Loklak fuels Open Event

A general background building….

The FOSSASIA Open Event Project aims to make it easier for events, conferences, tech summits to easily create Web and Mobile (only Android currently) micro Apps. The project comprises of a data schema for easily storing event details, a server and web front-end that are used to view, modify, update this data easily by the event organizers, a mobile-friendly web-app client to show the event data to attendees, an Android app template which will be used to generate specific apps for each event.

And Eventbrite is the world’s largest self-service ticketing platform. It allows anyone to create, share and find events comprising music festivals, marathons, conferences, hackathons, air guitar contests, political rallies, fundraisers, gaming competitions etc.

Kaboom !

Loklak now has a dedicated Eventbrite scraper API which takes in the URL of the event listing on eventbrite.com and outputs JSON Files as required by the Open Event Generator viz: events.json, organizer.json, user.json, microlocations.json, sessions.json, session_types.json, tracks.json, sponsors.json, speakers.json, social _links.json and custom_forms.json (details: Open Event Server : API Documentation)

What do we differently do than using the Eventbrite API  ? No authentication tokens required. This gels in perfectly with the Loklak missive.

To achieve this, I have simply parsed the HTML Pages using my favorite JSoup: The Java HTML parser library because it provides a very convenient API for extracting and manipulating data, scrape and parse all varieties of HTML from a URL.

The API call format is as: http://loklak.org/api/eventbritecrawler.json?url=https://www.eventbrite.com/[event-name-and-id]

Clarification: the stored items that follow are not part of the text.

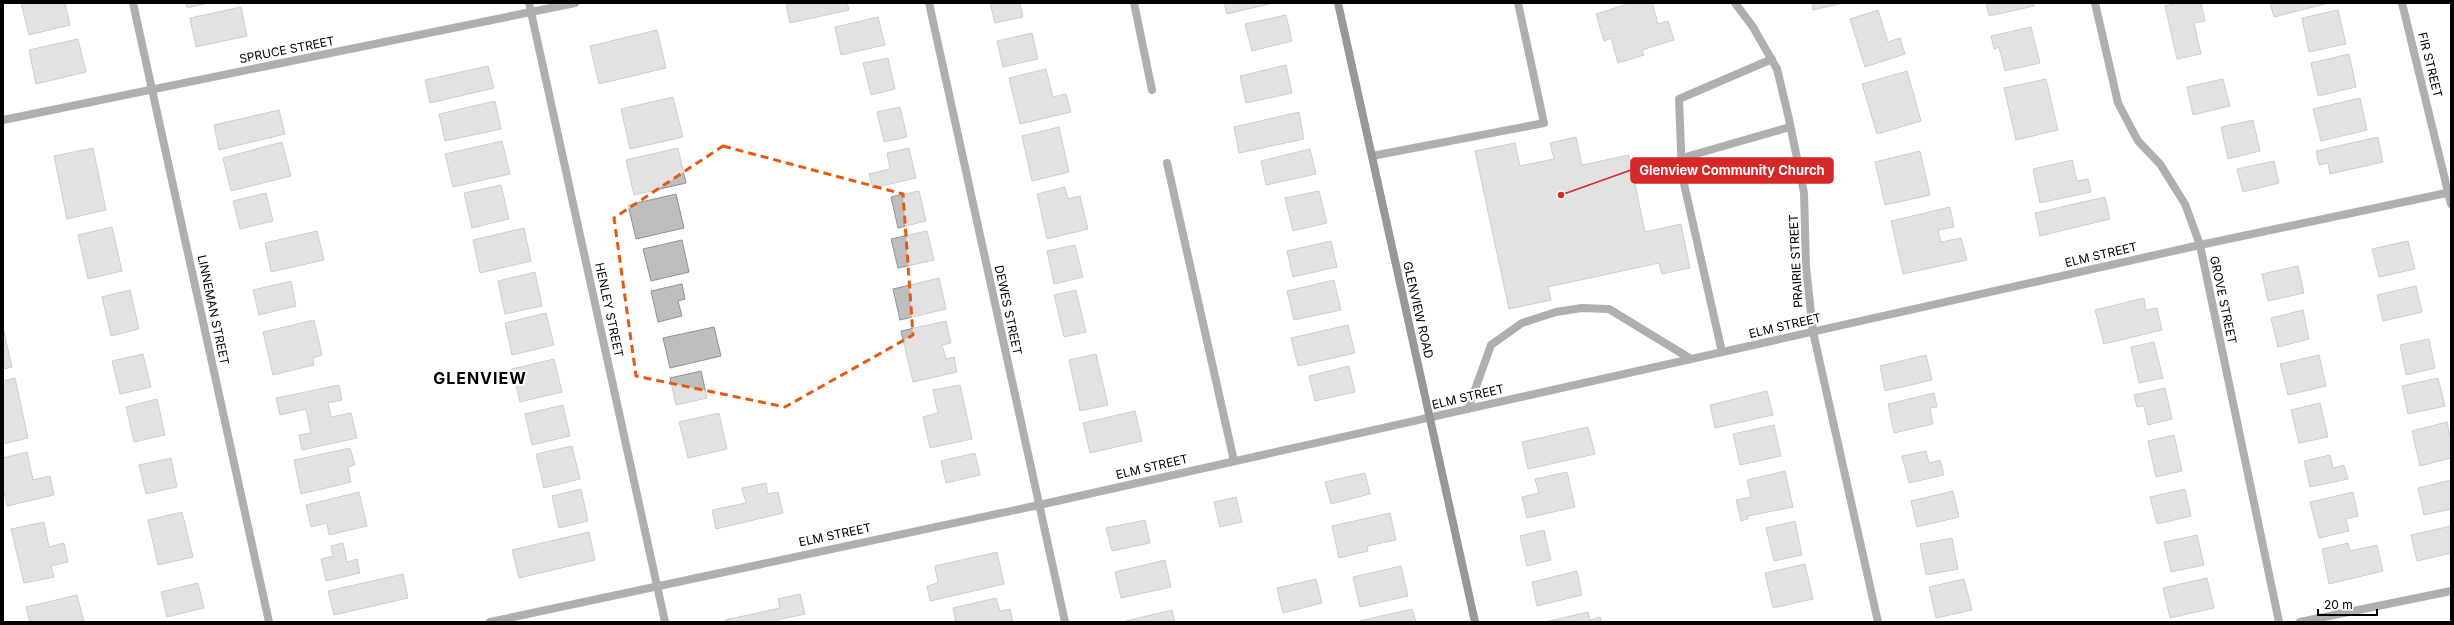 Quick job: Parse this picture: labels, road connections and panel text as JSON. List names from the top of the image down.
{
  "streets": {
    "main road": ["GLENVIEW ROAD"],
    "street": [
      "SPRUCE STREET",
      "FIR STREET",
      "ELM STREET",
      "PRAIRIE STREET",
      "GROVE STREET",
      "LINNEMAN STREET",
      "HENLEY STREET",
      "DEWES STREET"
    ]
  },
  "crossings": [
    ["SPRUCE STREET", "LINNEMAN STREET"],
    ["SPRUCE STREET", "HENLEY STREET"],
    ["FIR STREET", "ELM STREET"],
    ["ELM STREET", "PRAIRIE STREET"],
    ["ELM STREET", "GROVE STREET"],
    ["ELM STREET", "HENLEY STREET"],
    ["ELM STREET", "DEWES STREET"],
    ["ELM STREET", "GLENVIEW ROAD"]
  ],
  "districts": ["GLENVIEW"],
  "places": ["Glenview Community Church"],
  "scale_bar": "20 m"
} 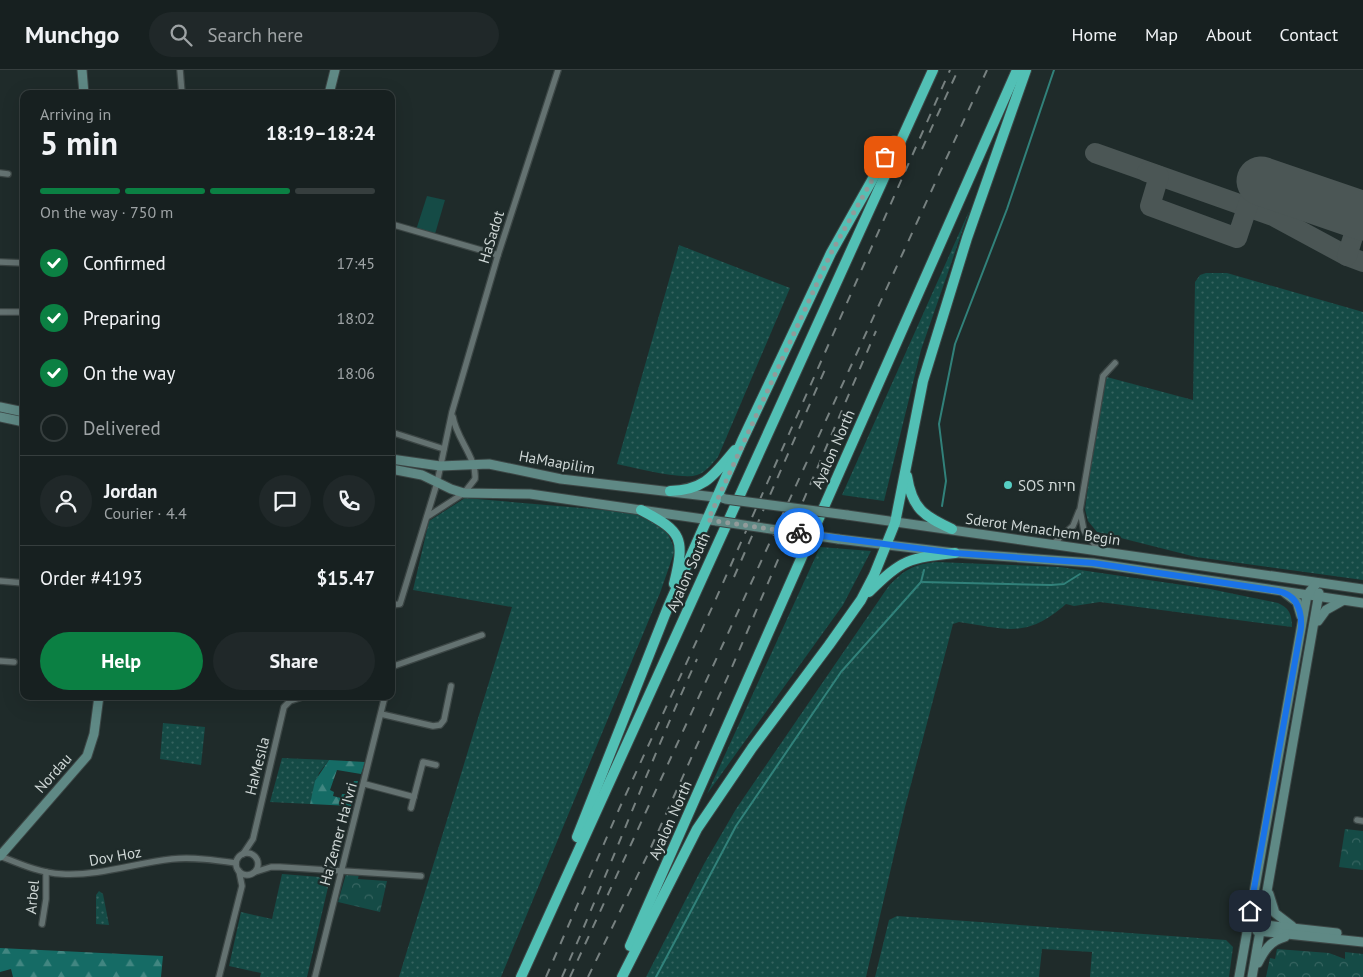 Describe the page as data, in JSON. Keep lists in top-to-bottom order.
{
  "streets": {
    "highway": ["Ayalon North", "Ayalon South"],
    "main road": ["HaMaapilim", "Sderot Menachem Begin", "Nordau"],
    "street": [
      "HaSadot",
      "HaMesila",
      "Ha'Zemer Ha'Ivri",
      "Dov Hoz",
      "Arbel"
    ]
  },
  "crossings": [
    ["HaSadot", "HaMaapilim"],
    ["HaMaapilim", "Sderot Menachem Begin"],
    ["HaMesila", "Dov Hoz"],
    ["Nordau", "Dov Hoz"],
    ["Dov Hoz", "Arbel"]
  ],
  "places": ["SOS חיות"],
  "page": {
    "header": "Munchgo",
    "search": "Search here",
    "nav": [
      "Home",
      "Map",
      "About",
      "Contact"
    ],
    "heading": ["5 min", "Arriving in", "18:19–18:24"],
    "panel": [
      "Jordan",
      "Courier · 4.4",
      "Order #4193",
      "$15.47"
    ],
    "bar": "On the way · 750 m",
    "list": [
      ["Confirmed", "17:45"],
      ["Preparing", "18:02"],
      ["On the way", "18:06"],
      "Delivered"
    ],
    "buttons": ["Help", "Share"]
  }
} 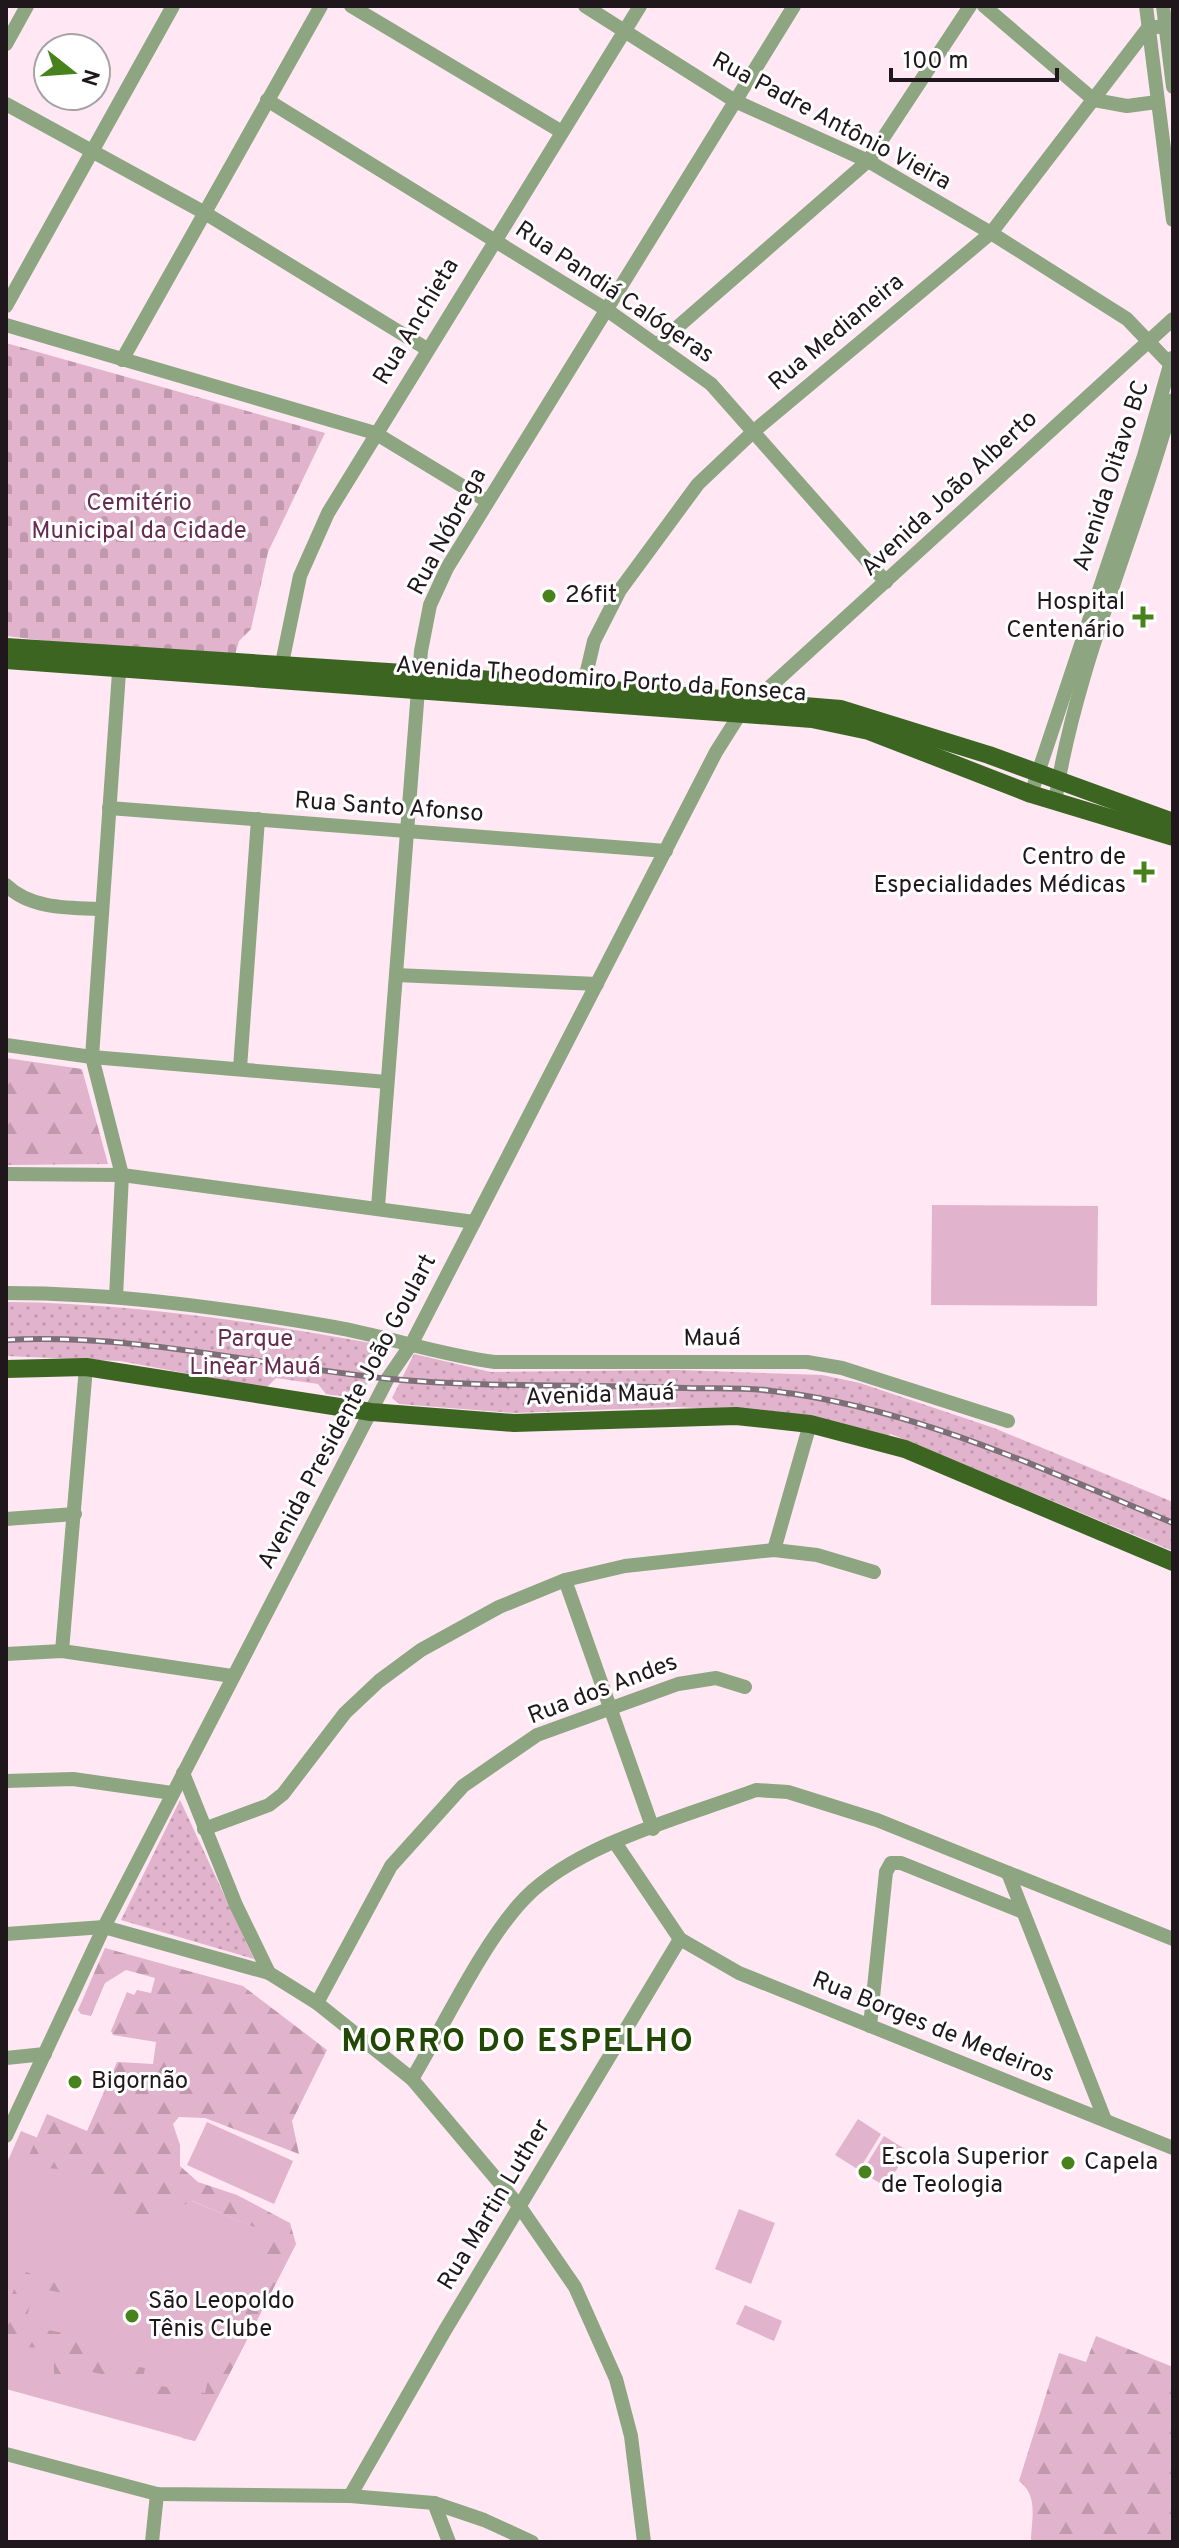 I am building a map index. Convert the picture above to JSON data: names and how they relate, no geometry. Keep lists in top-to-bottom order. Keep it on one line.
{"streets":{"main road":["Avenida Theodomiro Porto da Fonseca","Avenida Mauá"],"street":["Rua Padre Antônio Vieira","Rua Pandiá Calógeras","Rua Anchieta","Rua Medianeira","Avenida Oitavo BC","Avenida João Alberto","Rua Nóbrega","Rua Santo Afonso","Mauá","Avenida Presidente João Goulart","Rua dos Andes","Rua Borges de Medeiros","Rua Martin Luther"]},"crossings":[["Rua Padre Antônio Vieira","Rua Anchieta"],["Rua Padre Antônio Vieira","Rua Medianeira"],["Rua Padre Antônio Vieira","Avenida Oitavo BC"],["Rua Padre Antônio Vieira","Avenida João Alberto"],["Rua Padre Antônio Vieira","Rua Nóbrega"],["Rua Pandiá Calógeras","Rua Anchieta"],["Rua Pandiá Calógeras","Rua Medianeira"],["Rua Pandiá Calógeras","Avenida João Alberto"],["Rua Pandiá Calógeras","Rua Nóbrega"],["Rua Anchieta","Avenida Theodomiro Porto da Fonseca"],["Rua Medianeira","Avenida Theodomiro Porto da Fonseca"],["Avenida Oitavo BC","Avenida Theodomiro Porto da Fonseca"],["Avenida João Alberto","Avenida Theodomiro Porto da Fonseca"],["Avenida João Alberto","Avenida Presidente João Goulart"],["Rua Nóbrega","Avenida Theodomiro Porto da Fonseca"],["Rua Nóbrega","Rua Santo Afonso"],["Avenida Theodomiro Porto da Fonseca","Avenida Presidente João Goulart"],["Rua Santo Afonso","Avenida Presidente João Goulart"],["Mauá","Avenida Presidente João Goulart"],["Avenida Mauá","Avenida Presidente João Goulart"],["Rua Borges de Medeiros","Rua Martin Luther"]],"districts":["MORRO DO ESPELHO"],"parks":["Cemitério Municipal da Cidade","Parque Linear Mauá"],"places":{"other":["26fit","Bigornão","Capela","Escola Superior de Teologia","São Leopoldo Tênis Clube"],"health":["Hospital Centenário","Centro de Especialidades Médicas"]},"scale_bar":"100 m","north":"right"}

And in return we get all the details on the Eventbrite page as JSONObject and also it gets stored in differently named files in a zipped folder [userHome + “/Downloads/EventBriteInfo”]

Example:

Event URL: https://www.eventbrite.de/e/global-health-security-focus-africa-tickets-25740798421
Screenshot from 2016-07-04 07:04:38

API Call: 
http://loklak.org/api/eventbritecrawler.json?url=https://www.eventbrite.de/e/global-health-security-focus-africa-tickets-25740798421

Output: JSON Object on screen andevents.json, organizer.json, user.json, microlocations.json, sessions.json, session_types.json, tracks.json, sponsors.json, speakers.json, social _links.json and custom_forms.json files written out in a zipped folder locally.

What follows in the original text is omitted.